The vulgarization of the novel, in screen versions, is almost inevitable, — save for a chosen few, — as I have tried to indicate. But vulgarity is there, even in the original plays. Again, I fancy that is not so much a matter of necessity as of the easiest way. People have been so pampered by ‘stunts’ on the screen that they expect, they demand, thrills. The drama of real life is not apt to be expressed in quick getaways over roofs, leaps from cliff to cliff, or even the achievement of freedom by means of a racing car. But those make a convenient way to thrills. Contrasts, too, — just because the moving picture is such an excellent medium for them, — are overdone. Too much is pushed off on them; they are made too crude, too violent. The chance for vivifying contrasts — whether of past scenes with present, or of character with character, or of one person’s background and situation with another’s — is one of the moving picture’s greatest assets, artistically speaking. As is also lapse of time, that most difficult thing in the world for the novelist to manage gracefully and plausibly. Juxtapositions and antitheses (‘antithesis is the root of all style’), which call for the greatest technical skill of an author who is restricted to words and the architectonics of the novel, are easily achieved for him in the pictures.

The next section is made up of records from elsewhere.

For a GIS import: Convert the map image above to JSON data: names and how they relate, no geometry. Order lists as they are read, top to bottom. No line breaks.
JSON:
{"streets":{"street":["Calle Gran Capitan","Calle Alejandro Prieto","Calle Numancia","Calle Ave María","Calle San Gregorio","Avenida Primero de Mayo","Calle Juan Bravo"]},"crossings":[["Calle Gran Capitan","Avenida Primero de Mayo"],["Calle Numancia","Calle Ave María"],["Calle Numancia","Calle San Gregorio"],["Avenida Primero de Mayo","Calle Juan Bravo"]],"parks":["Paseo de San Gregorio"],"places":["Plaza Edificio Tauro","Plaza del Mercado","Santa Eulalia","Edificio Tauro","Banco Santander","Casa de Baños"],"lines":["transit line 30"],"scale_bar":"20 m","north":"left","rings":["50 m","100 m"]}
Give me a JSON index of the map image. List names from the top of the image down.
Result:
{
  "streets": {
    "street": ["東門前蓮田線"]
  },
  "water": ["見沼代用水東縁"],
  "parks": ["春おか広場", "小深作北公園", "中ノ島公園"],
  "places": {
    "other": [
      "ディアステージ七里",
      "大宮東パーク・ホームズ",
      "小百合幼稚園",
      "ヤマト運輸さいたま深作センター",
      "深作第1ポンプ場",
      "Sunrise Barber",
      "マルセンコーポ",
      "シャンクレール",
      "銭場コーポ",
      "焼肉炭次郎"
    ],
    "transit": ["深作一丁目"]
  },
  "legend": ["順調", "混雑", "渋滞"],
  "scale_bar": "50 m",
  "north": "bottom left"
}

My own notion is, you see, that there is a perfectly legitimate field in art for the picture-play; and that only by taking it as a different genre, and exploiting its own vast possibilities, can the best results be got. If the tendency to vulgarity is there, even in the original plays, I fancy that is because the makers of them are still feeling for the right convention. It is too new an art for its laws to have been completely tabulated. I think people must get away from the idea that the movie scenario is at all the same thing as a play; or that any good book can be made into a good film. I do not mean by this that the material of screen plays is restricted. I do not think it is, any more than that of any other genre. But I believe that there is still a great deal to learn about the proper exploitation of this new medium, and that a great deal of the vulgarity of films comes from too narrow a view of what can be done and too great ignorance, as yet, of how to do it. The danger is that the easiest way will prevail, and that the moving-picture art will degenerate before it has had a chance to grow up. The plea that the movie audience can understand nothing that is not emotionally cheap and easy is ridiculous. A large number of our immigrants have been used to better stuff, dramatically, than Broadway gives them. Shakespeare knew perfectly, you may be sure, how successfully Hamlet would hit the groundlings. He was just as consciously writing great melodrama as he was consciously writing great poetry. The movie audience that surrounds me when I go is not, for the most part, a cultivated or an educated audience. But it prefers the better movies to the worse ones. And I think — excellent indication — that it shows signs of revolting against the jokes from the Literary Digest.

III

One of the great foes to improvement in moving-picture art would seem to be the close-up. The close-up, I take it, is still the approved field of such ‘mental movement’ as appears in a play. Now, I have not seen all the great movie stars. But I have seen half a dozen of the best-known movie actresses, and the simple fact is that, when they register emotions in a close-up, they all look precisely alike. They grimace identically. Either — it seems to me — they have not learned how to use the close-up properly for dramatic purposes, or there is something the matter with the close-up itself, and it should be gingerly dealt in. I incline to believe that it is a matter of imperfect technique. These women move differently, act differently, ‘suggest’ differently, in the body of the play. It is only when you stare into their tearful or triumphant faces, made colossal, that they all become alike. It may be that makeup has something to do with it. But the fault is there. The men are nearly as bad, but not quite. I suppose all heroes do not have to have cupid’sbow mouths, for one thing. People do not have such fixed standards for male charm. Both men and women need more subtlety in this matter of closeups. I believe there are too many closeups, anyhow; but I am sure that the close-up has possibilities which many of our stars have not mastered. I know, because I have several times seen Sessue Hayakawa.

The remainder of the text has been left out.